Dsana-Selby stressed the need to look beyond what donors could bring by raising domestic resources to fund health insurance and designing a system that could work for Nigerians, putting into consideration the peculiarity of each state.
She spoke at a Health Dialogue organised by Premium Times, in collaboration with dRPC-PACFaH@Scale, Nigerian Sovereign Investment Authority (NSIA), International Society for Media in Public Health (ISMPH), Project Pink Blue and the Nigerian Governors’ Forum (NGF) in Abuja.
Dsana-Selby said: “You have enough money and the brains to do it yourself. You have very intelligent people that can design systems for the Nigerian people to grow the scheme above the present less than five per cent coverage.

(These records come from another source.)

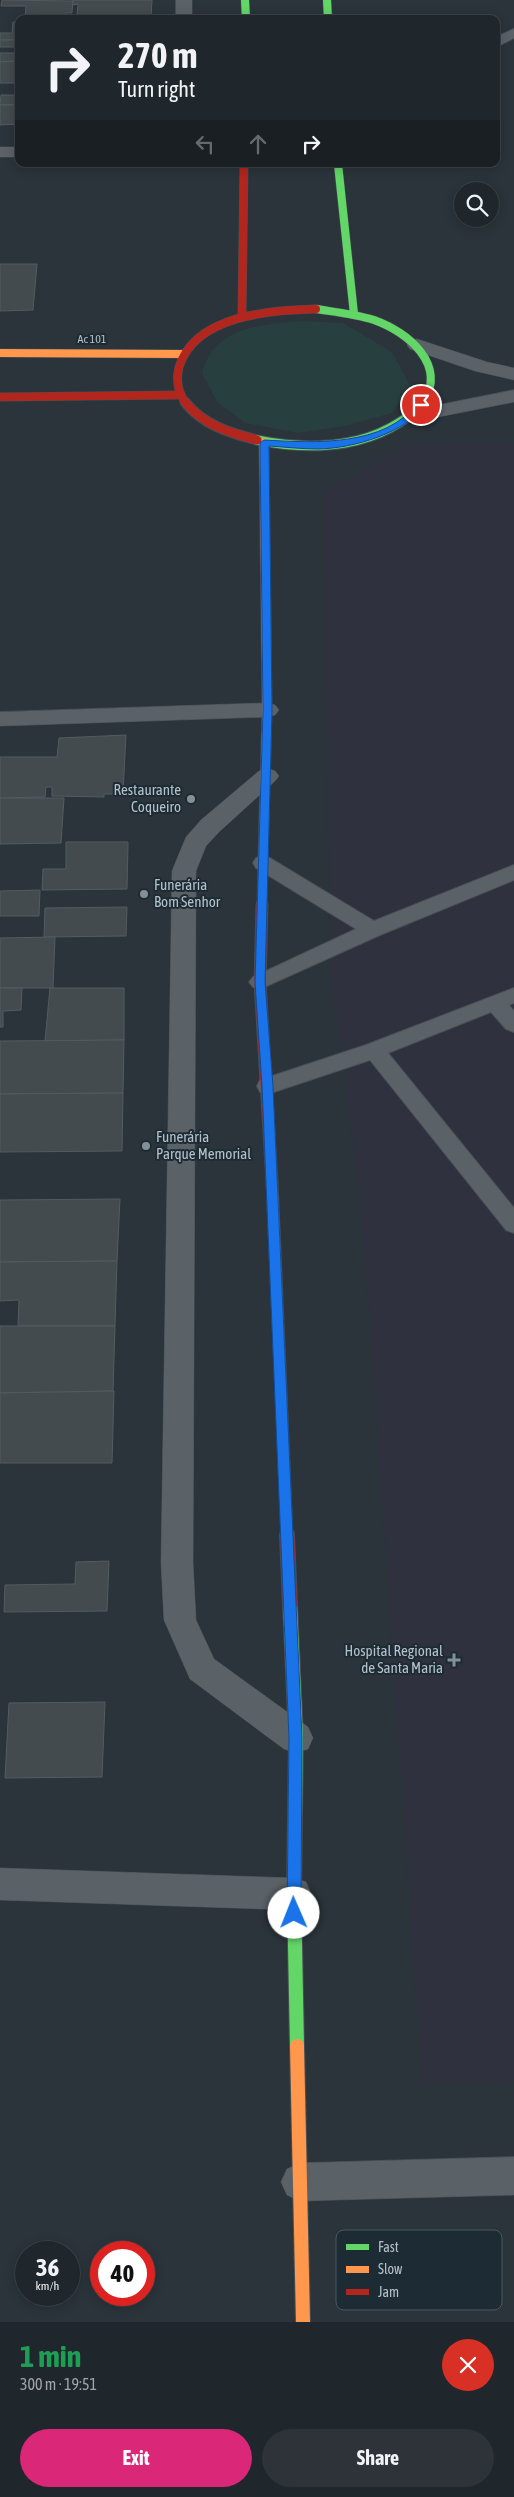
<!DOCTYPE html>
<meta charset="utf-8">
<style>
body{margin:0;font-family:"Asap Condensed",sans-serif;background:#2d3338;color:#f1f3f6;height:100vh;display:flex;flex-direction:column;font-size:19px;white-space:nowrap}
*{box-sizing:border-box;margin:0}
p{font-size:16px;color:#a2a5a9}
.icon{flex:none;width:28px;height:28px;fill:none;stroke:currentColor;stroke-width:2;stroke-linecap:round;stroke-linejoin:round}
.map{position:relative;height:2322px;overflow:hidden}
.side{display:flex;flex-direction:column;background:#20272c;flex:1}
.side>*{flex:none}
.hud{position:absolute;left:15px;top:15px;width:485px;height:152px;border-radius:10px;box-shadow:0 2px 12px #0003,0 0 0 1px #3d4448;background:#20272c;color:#f1f3f6;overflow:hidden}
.buttons{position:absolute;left:454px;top:182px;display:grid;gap:10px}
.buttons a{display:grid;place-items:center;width:45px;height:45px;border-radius:50%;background:#20272c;box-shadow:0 2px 12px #0003,0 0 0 1px #3d4448;font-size:25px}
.speed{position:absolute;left:15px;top:2241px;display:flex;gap:10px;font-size:25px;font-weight:700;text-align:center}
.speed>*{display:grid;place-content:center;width:65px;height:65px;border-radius:50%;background:#20272c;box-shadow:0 2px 12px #0003,0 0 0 1px #3d4448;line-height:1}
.speed small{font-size:12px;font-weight:400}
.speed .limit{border:8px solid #d22;background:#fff;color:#111}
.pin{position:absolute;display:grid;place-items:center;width:42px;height:42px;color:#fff;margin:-21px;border:2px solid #fff;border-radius:50%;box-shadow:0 1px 5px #0007}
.me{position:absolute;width:55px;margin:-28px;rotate:359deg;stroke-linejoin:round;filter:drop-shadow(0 0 4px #0008)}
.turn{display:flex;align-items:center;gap:18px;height:105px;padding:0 20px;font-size:22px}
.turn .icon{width:65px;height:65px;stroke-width:2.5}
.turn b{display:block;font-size:35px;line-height:42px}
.lanes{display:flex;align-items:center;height:48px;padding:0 20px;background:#0003;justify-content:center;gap:25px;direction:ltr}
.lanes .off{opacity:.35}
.round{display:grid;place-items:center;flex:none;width:52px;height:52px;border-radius:26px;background:#2d3338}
.head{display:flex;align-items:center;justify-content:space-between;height:85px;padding:0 20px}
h1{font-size:30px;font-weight:700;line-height:38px;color:#1e9e55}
.action{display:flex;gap:10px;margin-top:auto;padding:10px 20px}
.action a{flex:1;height:58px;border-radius:30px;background:#db2777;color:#fff;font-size:20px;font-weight:700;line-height:58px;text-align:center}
.action a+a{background:#2d3338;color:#f1f3f6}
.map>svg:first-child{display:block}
</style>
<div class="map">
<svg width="514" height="2322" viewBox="0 0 514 2322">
<rect width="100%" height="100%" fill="#2a343a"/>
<polygon fill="#2f313f" points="514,443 514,2082 422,2084 364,1239 343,1059 330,969 323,493 409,444"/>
<path fill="#273f3e" d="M303 321 343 323 392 352 411 387 392 413 345 426 298 433 245 423 217 402 202 373C204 367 207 358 211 352 233 324 271 324 303 321Z"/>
<g fill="#434b4f" stroke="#525c61">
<polygon points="2,0 73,1 72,13 66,13 66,19 25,19 26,6 1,6"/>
<polygon points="73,0 152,0 151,18 71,19 72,16 77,15 78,4 73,5"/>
<polygon points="13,22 19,22 19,40 0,40 0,33 12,33"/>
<rect x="0" y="40" width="19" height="7"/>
<polygon points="0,53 19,53 19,61 0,62"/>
<polygon points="19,61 19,83 0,83 0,62"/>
<polygon points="1,95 19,95 19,105 0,105"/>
<polygon points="0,105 19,105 19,124 0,125"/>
<polygon points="0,264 37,264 33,310 0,311"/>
<polygon points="126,735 123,794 104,794 104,797 52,796 52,787 46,787 45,797 0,798 0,757 57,757 59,738"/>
<polygon points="0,798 64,798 61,843 0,844"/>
<polygon points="66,842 128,842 127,889 42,890 43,869 66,869"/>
<polygon points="40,890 39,916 0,916 0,891"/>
<polygon points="127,907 126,936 44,937 45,908"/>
<polygon points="55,937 53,988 0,988 0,938"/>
<polygon points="0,988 22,988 21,1010 3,1011 3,1027 0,1027"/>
<polygon points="50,988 124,988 124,1040 45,1041"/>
<polygon points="124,1040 123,1093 0,1094 0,1041"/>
<polygon points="123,1093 122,1151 0,1152 0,1094"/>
<polygon points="120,1199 117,1261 0,1262 0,1200"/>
<polygon points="117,1261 115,1326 18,1326 19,1300 0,1301 0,1262"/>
<polygon points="0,1326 115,1326 113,1391 0,1393"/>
<polygon points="114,1391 112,1463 0,1463 0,1393"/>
<polygon points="109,1561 107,1611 4,1612 5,1585 75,1584 76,1562"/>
<polygon points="105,1702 102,1777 5,1778 9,1703"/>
</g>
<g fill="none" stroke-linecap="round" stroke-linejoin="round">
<defs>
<g id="lane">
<polygon points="514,29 514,38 496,47 496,37"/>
<polygon points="263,856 270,858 374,921 514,865 514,880 380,935 260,989 253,987 249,982 253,977 356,929 256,868 253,863 256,858"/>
<polygon points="514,988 514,1003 509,1005 514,1011 514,1032 506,1029 491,1012 388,1053 514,1208 514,1233 506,1230 370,1060 268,1094 260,1092 257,1086 260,1080 366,1045"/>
</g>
<g id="street">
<rect x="176" y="0" width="16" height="19"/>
<rect x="0" y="147" width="19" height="10"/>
<polygon points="417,339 487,362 514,368 514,380 475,371 410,349 407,345 410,341"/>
<polygon points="514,390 514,402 413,422 406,420 403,416 406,412 413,410"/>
<polygon points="267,703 275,705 279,710 275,715 267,717 0,726 0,712"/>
<polygon points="267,768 275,771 279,776 275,781 219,832 206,846 196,871 193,1563 196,1620 214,1659 308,1727 313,1738 308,1749 296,1753 284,1749 190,1679 164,1620 161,1563 172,871 186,837 201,820 259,771"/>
<polygon points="0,1868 294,1878 306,1882 311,1894 306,1906 294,1910 0,1900"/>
<polygon points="514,2157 514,2195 300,2201 287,2195 281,2182 287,2169 300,2163"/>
</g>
<g id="fast-far2">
<polyline points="245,0 246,19"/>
<polyline points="327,0 328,19"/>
<polyline points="338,164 354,314"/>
<path d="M316 309C335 312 355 314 374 320 408 332 448 365 423 403"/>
</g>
<path id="fast-far1" d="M257 440C316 452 381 448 424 402"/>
<polyline id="fast" points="290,1605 296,1738 294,1894 297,2046"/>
<polyline id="slow-far3" points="0,353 183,354"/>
<polyline id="slow-far2" points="263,859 267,710 264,443"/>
<polyline id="slow-far1" points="272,1182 282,1415"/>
<polyline id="slow" points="297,2046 303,2322"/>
<g id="jam-far3">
<polyline points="242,316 244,164"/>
<polyline points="0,397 180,395"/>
<path d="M186 403C178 393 176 380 179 367 195 315 271 310 316 309"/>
</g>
<g id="jam-far2">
<path d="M185 402C203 425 230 433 257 440"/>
<polyline points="262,907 263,859"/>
</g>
<g id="jam-far1">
<polyline points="262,905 260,982 272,1182"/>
<polyline points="282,1415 287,1536"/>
</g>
<polyline id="jam" points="287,1535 290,1605"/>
</defs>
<use href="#lane" stroke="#484f54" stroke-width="2"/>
<use href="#street" stroke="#484f54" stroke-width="1"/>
<use href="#fast-far2" stroke="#484f54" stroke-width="9"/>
<use href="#fast-far1" stroke="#484f54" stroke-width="11"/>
<use href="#fast" stroke="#484f54" stroke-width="16"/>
<use href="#slow-far3" stroke="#484f54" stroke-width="9"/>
<use href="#slow-far2" stroke="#484f54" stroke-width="11"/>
<use href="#slow-far1" stroke="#484f54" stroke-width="13"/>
<use href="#slow" stroke="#484f54" stroke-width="16"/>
<use href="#jam-far3" stroke="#484f54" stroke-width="9"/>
<use href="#jam-far2" stroke="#484f54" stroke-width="11"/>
<use href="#jam-far1" stroke="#484f54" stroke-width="13"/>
<use href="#jam" stroke="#484f54" stroke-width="16"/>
<use href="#lane" fill="#5b6267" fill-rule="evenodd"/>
<use href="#street" fill="#5b6267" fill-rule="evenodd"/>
<use href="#fast-far2" stroke="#63d668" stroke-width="8"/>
<use href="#fast-far1" stroke="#63d668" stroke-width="9"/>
<use href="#fast" stroke="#63d668" stroke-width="14"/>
<use href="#slow-far3" stroke="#ff974d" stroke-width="8"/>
<use href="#slow-far2" stroke="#ff974d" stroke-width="9"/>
<use href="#slow-far1" stroke="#ff974d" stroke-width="11"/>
<use href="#slow" stroke="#ff974d" stroke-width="14"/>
<use href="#jam-far3" stroke="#b3261e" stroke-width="8"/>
<use href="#jam-far2" stroke="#b3261e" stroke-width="9"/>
<use href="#jam-far1" stroke="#b3261e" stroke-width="11"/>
<use href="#jam" stroke="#b3261e" stroke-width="14"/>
</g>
<path fill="#1a73e8" stroke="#114b97" d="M418 403 426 405C405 433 354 448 319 449 302 449 285 447 269 446L272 710 265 982 273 1086 302 1738 301 1913 299 1918 294 1920 289 1918 287 1913 289 1738 262 1086 255 982 263 710 260 443 264 440C315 443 384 447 418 403Z"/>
<g fill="#849098" stroke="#1d2b35" stroke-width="2">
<circle cx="191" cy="799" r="5"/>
<circle cx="144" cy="894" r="5"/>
<circle cx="146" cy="1146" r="5"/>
<path d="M451.5 1652.5h5v5h5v5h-5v5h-5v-5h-5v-5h5z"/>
</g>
<g text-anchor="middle" stroke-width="4" stroke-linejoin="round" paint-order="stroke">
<g font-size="12" fill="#b4c1ca" stroke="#1d2b35">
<text x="92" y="343">Ac 101</text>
</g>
<g font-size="15" fill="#b4c1ca" stroke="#1d2b35" text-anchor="end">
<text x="181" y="795">Restaurante<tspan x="181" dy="17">Coqueiro</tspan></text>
<text x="154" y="890" text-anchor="start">Funerária<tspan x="154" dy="17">Bom Senhor</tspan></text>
<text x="156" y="1142" text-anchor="start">Funerária<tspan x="156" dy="17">Parque Memorial</tspan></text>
<text x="443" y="1656">Hospital Regional<tspan x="443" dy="17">de Santa Maria</tspan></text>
</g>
</g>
<rect x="336" y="2230" width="166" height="80" rx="8" fill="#1d2b35" stroke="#4a5862" stroke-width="1"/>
<rect x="346" y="2244" width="23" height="6" fill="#63d668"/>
<rect x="346" y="2266" width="23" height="7" fill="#ff974d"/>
<rect x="346" y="2289" width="23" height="6" fill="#b3261e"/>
<g font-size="14" fill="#b4c1ca">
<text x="378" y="2252">Fast</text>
<text x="378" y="2274">Slow</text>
<text x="378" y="2297">Jam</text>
</g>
</svg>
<div class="buttons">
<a><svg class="icon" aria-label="search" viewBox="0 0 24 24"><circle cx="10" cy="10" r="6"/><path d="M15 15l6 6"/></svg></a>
</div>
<div class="speed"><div>36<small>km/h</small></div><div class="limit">40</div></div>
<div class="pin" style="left:421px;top:405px;background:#d93025"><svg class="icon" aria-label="arrive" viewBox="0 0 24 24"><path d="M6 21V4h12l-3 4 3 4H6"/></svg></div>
<svg class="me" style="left:294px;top:1913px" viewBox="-20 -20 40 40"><circle r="19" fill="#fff"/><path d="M0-13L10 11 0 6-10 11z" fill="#1a73e8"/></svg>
<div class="hud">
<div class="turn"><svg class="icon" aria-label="right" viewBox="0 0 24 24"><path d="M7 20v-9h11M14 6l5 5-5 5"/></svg><div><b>270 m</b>Turn right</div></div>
<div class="lanes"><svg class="icon off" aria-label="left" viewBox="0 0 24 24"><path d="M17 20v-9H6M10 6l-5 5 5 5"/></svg><svg class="icon off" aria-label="ahead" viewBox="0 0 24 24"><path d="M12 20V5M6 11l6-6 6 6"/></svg><svg class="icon" aria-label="right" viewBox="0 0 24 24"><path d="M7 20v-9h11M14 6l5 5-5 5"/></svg></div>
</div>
</div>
<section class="side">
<div class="head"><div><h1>1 min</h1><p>300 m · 19:51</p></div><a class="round" style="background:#d93025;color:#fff"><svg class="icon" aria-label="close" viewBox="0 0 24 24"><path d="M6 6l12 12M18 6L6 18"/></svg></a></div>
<div class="action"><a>Exit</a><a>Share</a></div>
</section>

“The Nigerian government is doing a lot and is on the right path, but there has to be more support from the people. Nigerians need to put health at the top of their wishes. In Ghana, the President is interested and that is because of the pressure the Ghanian people put on us. The media can put health insurance on the front burner of public discourse.”
The Ghanaian NHIS boss emphasised the need to ensure that the essence of the health insurance scheme, which was to reduce out-of-pockets spending for health services, was not defeated.
“When you delay in paying claims, they will take money from the people. So, the NHIS must pay on time. You have to monitor to stop health facilities from telling the enrollees that drugs are out of stock and make them pay out of pockets, which defeats the essence of health insurance. You have to empower the citizens to report when money is being taken from them in a wrong way and must be prepared to sanction the defaulting health facilities or HMOs,” she said.
An official of the National Primary Health Care Development Agency (NPHCDA), Mr. Garba Buluma, observed that there would be 80 per cent success in the health sector if the issue of good governance were addressed.